Could you please elaborate on the distinction that you see between "artificial" intelligence and whatever it is that we as humans possess? Furthermore, what specific aspects of this intelligence are unachievable by an AI? Is it a "human intelligence is non-computational" line of thinking?
Machines are not alive, they are constructed and for them to develop intelligence the capacity would either need to be constructed too (how?) or it would need to appear as an 'emergent quality'. I think the latter is the line that believers in the concept of 'AI' mostly take but I see it as magical thinking as we have had no indications of such emergent behaviour in our experience with the machines we have constructed, nor are there any good reasons as far as I can see as to why we might hope or expect it to appear. I see it only as a part of the long history of humans and human cultures projecting their own intelligence and agency onto inanimate objects. Again, 'magical thinking'.

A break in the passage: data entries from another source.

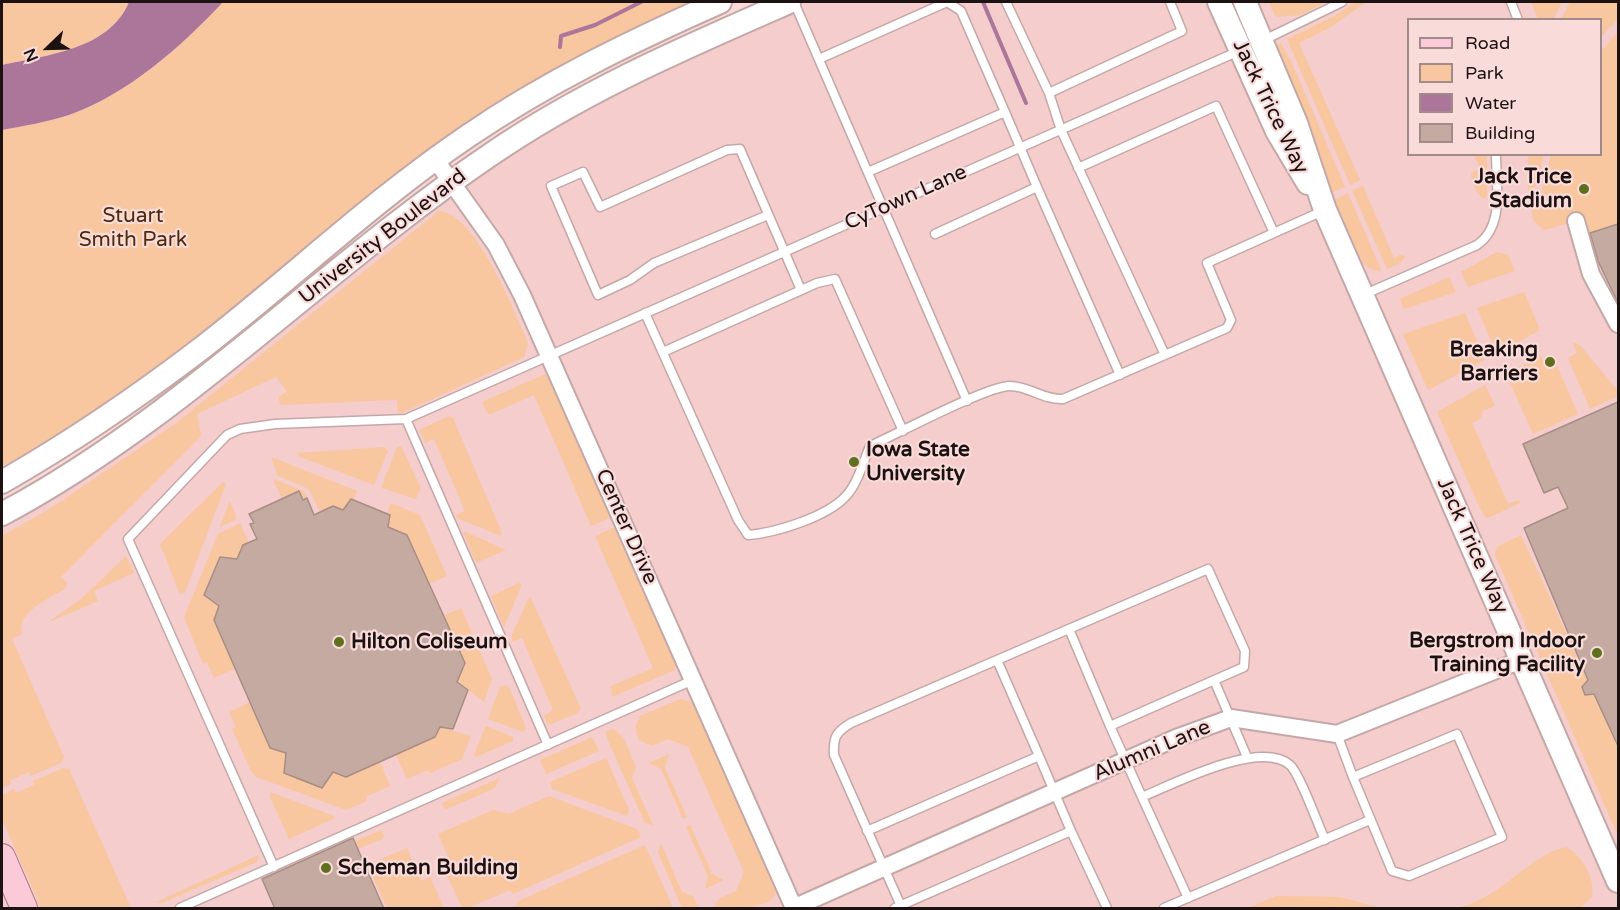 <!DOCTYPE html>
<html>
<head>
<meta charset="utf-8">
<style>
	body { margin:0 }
	#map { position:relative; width:1620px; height:910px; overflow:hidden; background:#f9dbda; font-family:"Varela Round",sans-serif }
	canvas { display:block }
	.frame { position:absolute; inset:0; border:3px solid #1d1212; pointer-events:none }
	.legend { position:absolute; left:1407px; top:18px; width:195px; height:138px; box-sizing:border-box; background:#f9dbda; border:2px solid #a18b8a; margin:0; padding:8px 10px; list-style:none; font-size:18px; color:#1d1212 }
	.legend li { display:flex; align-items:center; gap:12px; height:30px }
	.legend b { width:30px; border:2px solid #a18b8a }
	.north { position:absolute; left:18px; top:18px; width:60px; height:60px; -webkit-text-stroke:4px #f9dbda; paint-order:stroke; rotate:247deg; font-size:16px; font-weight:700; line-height:24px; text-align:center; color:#1d1212 }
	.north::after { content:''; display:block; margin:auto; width:21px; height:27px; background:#1d1212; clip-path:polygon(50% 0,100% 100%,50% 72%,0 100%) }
</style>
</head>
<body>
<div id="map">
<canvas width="1620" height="910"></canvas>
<div class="frame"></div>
<ul class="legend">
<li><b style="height:8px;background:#fbc9d8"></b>Road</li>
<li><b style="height:16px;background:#f8c79f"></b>Park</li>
<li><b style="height:16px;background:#ac769a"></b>Water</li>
<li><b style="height:16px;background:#c5aaa1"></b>Building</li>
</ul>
<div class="north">N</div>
</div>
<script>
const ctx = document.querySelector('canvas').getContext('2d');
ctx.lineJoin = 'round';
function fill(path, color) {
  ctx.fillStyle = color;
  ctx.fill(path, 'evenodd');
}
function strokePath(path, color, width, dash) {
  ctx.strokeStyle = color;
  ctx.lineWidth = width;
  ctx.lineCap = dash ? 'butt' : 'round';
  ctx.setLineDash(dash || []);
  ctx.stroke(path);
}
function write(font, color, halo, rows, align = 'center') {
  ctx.font = font + ' "Varela Round",sans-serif';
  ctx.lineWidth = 4.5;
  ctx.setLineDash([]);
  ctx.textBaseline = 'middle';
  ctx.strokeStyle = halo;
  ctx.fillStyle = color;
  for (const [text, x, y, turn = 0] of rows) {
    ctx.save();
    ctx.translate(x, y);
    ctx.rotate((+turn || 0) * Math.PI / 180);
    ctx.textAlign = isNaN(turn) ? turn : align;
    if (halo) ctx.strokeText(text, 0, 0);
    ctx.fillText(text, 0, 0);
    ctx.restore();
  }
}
fill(new Path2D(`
	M789,2H1618V908H2V514L19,505L490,155ZM1408,20H1600V154H1408Z`), '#f4cdcc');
fill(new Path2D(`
	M2,2H129C109,50 46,55 2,65Z
	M223,2H705L617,40L296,261L84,425L2,466V130C24,126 47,122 69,115C128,94 181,47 223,2Z
	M1269,2H1326L1300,15L1276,17Z
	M1356,2H1366L1331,27L1299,43L1360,180L1350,185L1287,39L1336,15Z
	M1531,2H1562L1553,20L1538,19Z
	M1570,2H1618V19L1601,37L1600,20L1561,19Z
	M1618,32V309L1608,290L1611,288L1599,261L1595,262L1583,219L1544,230L1534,221L1530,206L1540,197L1551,155L1600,154L1601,51Z
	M1280,42L1292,63L1345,187L1331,193L1276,48Z
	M1474,155H1487V196L1484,199C1477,196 1471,180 1471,173L1480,168Z
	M1528,155H1544L1537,184L1528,197Z
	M1363,186L1394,258L1402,254L1405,257L1399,264L1387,269L1352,190Z
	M1348,193L1380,267L1381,272L1370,269L1363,263L1334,200Z
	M439,211C475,213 513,308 526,338L528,345L524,357L402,413L398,412L397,400L281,405L278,398L287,391L276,377L197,414L201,436L61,577L67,583L66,588C51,598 16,611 22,634L12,639L64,757L61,763L31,776L29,772L11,780V784L2,788V536L51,508L176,423Z
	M1497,252L1508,255L1515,271L1468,287L1461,272Z
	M1449,277L1456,292L1404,309L1400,299Z
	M1524,292L1540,330L1497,354L1477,308Z
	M1465,313L1485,360L1428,390L1403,334Z
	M1572,342L1580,345L1618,391V396L1590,409L1568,358L1577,353Z
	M1541,356L1548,370L1557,366L1578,414L1533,434L1506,374Z
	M545,374L551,379L613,517L591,526L534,395L491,414L487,413L482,402Z
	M1485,385L1495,406L1483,411L1481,418L1472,423L1508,504L1519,500L1520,503L1488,518L1485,517L1479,506L1437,412Z
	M449,416L453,418L502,533L501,536L457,518L456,515L465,511L434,439L425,443L419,430Z
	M401,446L421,488L416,499L381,488L397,447Z
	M384,447L388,451L374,485L300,457L296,453Z
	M271,457L357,491L353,500L351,499L343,510L333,506L320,512L309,489L278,476Z
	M273,479L304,491L307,498L282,499Z
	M223,482L226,484L185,592L180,594L160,544Z
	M230,501L237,519L220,527V526Z
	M391,503L420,515L447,576L429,584L407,535L388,527L390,515L387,514Z
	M240,523L249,543L237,559L220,558L204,595L219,606L214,620L235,669L214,678L207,662L203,664L184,617L218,534Z
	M617,526L676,666L675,670L612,697L611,686L653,668L595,536Z
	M463,532H466L506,550L476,563Z
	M1521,535L1588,680L1582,687L1585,694H1594L1618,746V836L1495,555L1497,547Z
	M126,556L134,573L94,591L98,601L47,623L81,599Z
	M519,583L522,584L504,627L491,596Z
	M530,596L581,709L576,714L548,725L544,716L553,710L522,638L512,642V634Z
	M461,608L492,679L484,702L457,682L465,663L443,616Z
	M505,685L509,687L524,723L526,728L523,732L488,719L500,687Z
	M680,699L691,702L698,711L775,886C781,910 736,908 716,908L715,904L720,898L736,891L744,872L688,747L668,739L652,746L639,740L635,728L640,716Z
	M250,702L270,748L286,753L285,773L322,788L333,772L346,777L380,762L390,786L366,797L367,801L346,810L256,777L251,771L232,729L236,727L229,712Z
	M486,726L513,737V741L476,757L474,754Z
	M440,727L471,736L462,759L430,773L428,770L407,779L396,755L435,737Z
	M614,729L624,739L636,767L632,778L653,825L645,823L606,736V731Z
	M592,737L599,751L546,774L540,760Z
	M669,754L665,768L687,817L683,819L661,769L649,763Z
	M606,758L629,810L627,816L552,789L550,782Z
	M63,768L69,769L131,908H41L2,819V795L14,789L16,793L34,785L33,781Z
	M500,778L495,788L445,810L442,803Z
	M270,792L334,816L335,818L289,839L270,797Z
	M549,796L637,829L641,837L513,894L510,890L468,908H462L445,871L453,867L438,834L493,810L509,814Z
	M690,825L712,874L724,880L705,889L708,876L686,827Z
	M381,830L385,838L358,849L355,841Z
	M661,843L682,892L693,896L699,908H682L658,852Z
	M645,845L673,908H511L518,905L516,902Z
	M1566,847C1583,857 1595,877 1592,897L1580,908H1457C1502,898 1527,856 1566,847Z
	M407,848L421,881L430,877L444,908H387L367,865Z
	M259,855L257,862L162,903L156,902Z
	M1276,896L1339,897L1382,908H1247Z`), '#f8c79f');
fill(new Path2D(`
	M129,2H223C181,47 128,94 69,115C47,122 24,126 2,130V65C46,55 109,50 129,2Z`), '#ac769a');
strokePath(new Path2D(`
	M983,2L1026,103
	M560,47L561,36L595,25L641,2`), '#ac769a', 4);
const building = new Path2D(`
	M1618,224V303L1598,261L1590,233Z
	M1618,402V746L1594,694L1585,695L1582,687L1588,680L1524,528L1568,508L1558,487L1544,493L1523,444Z
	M299,491L303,500L307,498L314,515L333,506L343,510L351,499L390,515L388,527L407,535L465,663L457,682L468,690L453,729L440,727L435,737L346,777L333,772L322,788L284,773L286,753L270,748L214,620L219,606L204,595L220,557L237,559L243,545L257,539L250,524L254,523L249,514Z
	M353,838L384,909H275L262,879Z`);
fill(building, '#c5aaa1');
strokePath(building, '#a78d85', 1.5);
const lane = new Path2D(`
	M794,2L967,401
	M1006,2L1049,93L1061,130L1165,355
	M1511,2L1518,20
	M1262,41L1342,2
	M819,59L947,2L961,11L1005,112
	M1049,93L1182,31L1170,2
	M1078,168L1216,106L1274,233
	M868,172L1005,112L1037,187L935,234
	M1037,187L1120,375
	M768,215L654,263L630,280L598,295L551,186L583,172L600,207L727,150L740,149L801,290
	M1363,295L1477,245C1505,226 1496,184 1496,154
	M645,313L738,520L748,535C775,533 827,517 846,496C858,483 863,462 870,446C897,434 987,386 1010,386C1029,386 1043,400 1063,399L1227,328L1231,320L1207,263L1325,210
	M663,352L817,283L835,279L903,431
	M406,419L548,745
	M997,660L1039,756
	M1214,680L1247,757
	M1110,726L1142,797
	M1337,734L1353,777
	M1457,734L1502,837L1409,876L1392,871L1353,777Z
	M867,831L1039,756L1071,831
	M274,867L128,539L227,435L240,429L275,424L406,419L1239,51
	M1188,898L1142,797C1173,784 1260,739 1290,765C1300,774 1318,825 1325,840
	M901,906L834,755C833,737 836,732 851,723L1208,569L1245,651L1244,667L1110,726L1069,629
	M180,908L693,680
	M895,908L1071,831L1107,908
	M1164,908L1370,820`);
const street = new Path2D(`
	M435,159L496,245L522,295L794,908
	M1576,221L1591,274L1618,324
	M793,908L1176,738L1231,718L1337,734L1521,660`);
const secondary = new Path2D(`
	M1219,2L1277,131L1308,183
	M1245,2L1296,123L1325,210L1618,881
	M2,482C70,443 135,399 198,351C289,281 372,201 468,136C547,82 632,41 720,2
	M2,514C182,418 322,269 490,155C583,91 686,47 789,2`);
const primary = new Path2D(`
	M2,857L24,908`);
strokePath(lane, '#c4a8a7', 11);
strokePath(street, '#c4a8a7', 20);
strokePath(secondary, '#c4a8a7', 26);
strokePath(primary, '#ab7282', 28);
strokePath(lane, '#fff', 8);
strokePath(street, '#fff', 16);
strokePath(secondary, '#fff', 22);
strokePath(primary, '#fbc9d8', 26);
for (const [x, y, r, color] of [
	[1584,189,6,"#5e701d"],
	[1550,362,6,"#5e701d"],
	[854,462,6,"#5e701d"],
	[339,642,6,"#5e701d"],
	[1597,653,6,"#5e701d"],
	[326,868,6,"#5e701d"]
]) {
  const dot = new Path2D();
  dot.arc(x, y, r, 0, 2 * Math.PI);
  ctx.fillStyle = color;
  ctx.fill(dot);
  strokePath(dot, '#f9dbda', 2);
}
write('21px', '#1d1212', '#f9dbda', [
	["Jack Trice Way",1270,107,64],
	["CyTown Lane",906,198,-24],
	["University Boulevard",383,237,-38],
	["Center Drive",626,527,66],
	["Jack Trice Way",1472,546,66],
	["Alumni Lane",1152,751,-23]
]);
write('bold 21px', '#1d1212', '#f9dbda', [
	["Jack Trice",1572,177],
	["Stadium",1572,201],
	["Breaking",1538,350],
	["Barriers",1538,374],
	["Iowa State",866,450,"left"],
	["University",866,474,"left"],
	["Bergstrom Indoor",1585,641],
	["Training Facility",1585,665],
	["Hilton Coliseum",351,642,"left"],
	["Scheman Building",338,868,"left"]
], 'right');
write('21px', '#4e2c0b', '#f9dbda', [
	["Stuart",133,216],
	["Smith Park",133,240]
]);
</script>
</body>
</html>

I acknowledge and am mostly fine with the idea that machines can 'learn'. But they learn (the game of Go, navigating a car in the real world, etc) under our direction and training (even if they potentially go on to surpass our abilities in these tasks). They don't have any agency; they don't have any curiosity; they don't have any 'spirit of consciousness'; they are not intelligent. They have simply been trained and learnt to perform a task. It's a great mistake to confuse this with intelligence. And the field itself is acknowledging this mistake as it matures, with the ongoing change of nomenclature from 'Artificial intelligence' to 'machine learning'.